──────── Dataset extract

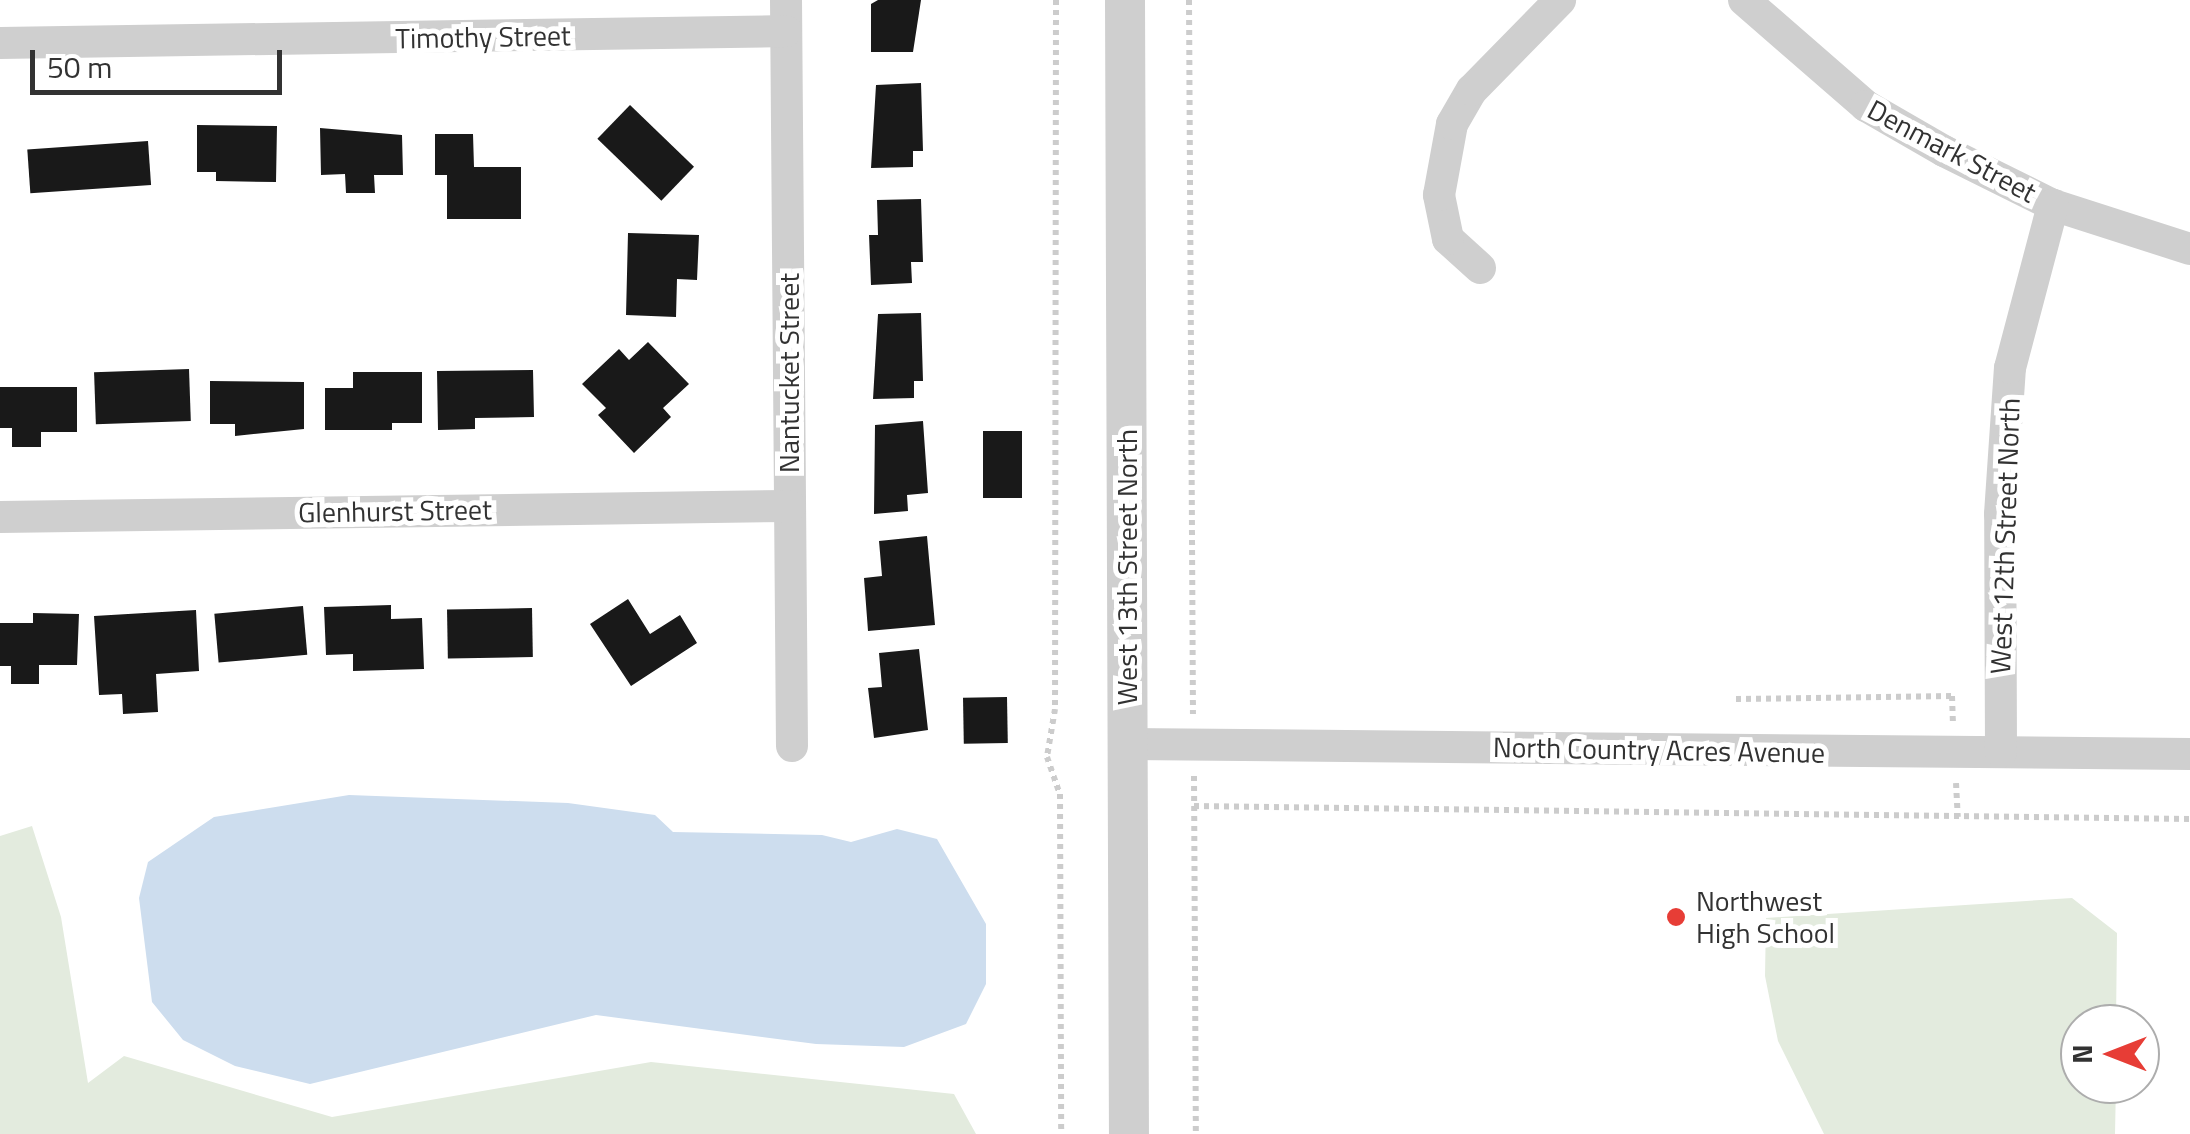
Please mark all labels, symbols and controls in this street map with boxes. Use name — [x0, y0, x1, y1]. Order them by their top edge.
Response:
street label: Timothy Street — [395, 19, 571, 55]
scale bar — [35, 30, 288, 92]
text: 50 m — [47, 44, 112, 90]
street label: Denmark Street — [1862, 92, 2042, 210]
street label: Nantucket Street — [772, 273, 806, 473]
street label: West 12th Street North — [1983, 397, 2027, 675]
street label: West 13th Street North — [1110, 429, 1144, 705]
street label: Glenhurst Street — [298, 493, 492, 529]
street label: North Country Acres Avenue — [1493, 730, 1825, 770]
place label: Northwest High School — [1696, 884, 1835, 950]
marker: Northwest High School — [1665, 906, 1687, 928]
north arrow — [2060, 1004, 2160, 1104]
text: N — [2060, 1044, 2103, 1064]

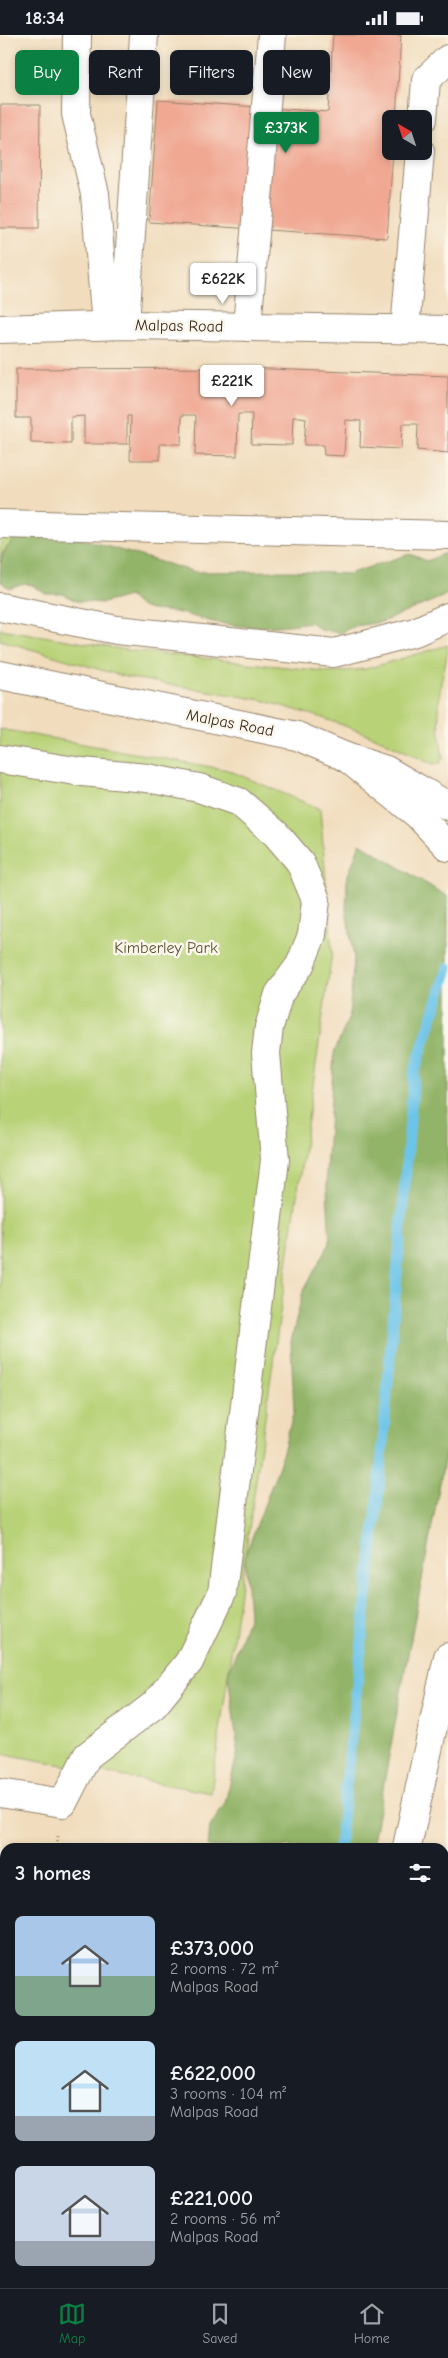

────────────────

**What you should do:**
Please reproduce each line of the listing above exactly, skipping pictures.

**Task response:**
Please mark all labels, symbols and controls in this street map with boxes. Use name — [x0, y0, x1, y1]. Order them by their top edge.
Response:
street label: Timothy Street — [395, 19, 571, 55]
scale bar — [35, 30, 288, 92]
text: 50 m — [47, 44, 112, 90]
street label: Denmark Street — [1862, 92, 2042, 210]
street label: Nantucket Street — [772, 273, 806, 473]
street label: West 12th Street North — [1983, 397, 2027, 675]
street label: West 13th Street North — [1110, 429, 1144, 705]
street label: Glenhurst Street — [298, 493, 492, 529]
street label: North Country Acres Avenue — [1493, 730, 1825, 770]
place label: Northwest High School — [1696, 884, 1835, 950]
marker: Northwest High School — [1665, 906, 1687, 928]
north arrow — [2060, 1004, 2160, 1104]
text: N — [2060, 1044, 2103, 1064]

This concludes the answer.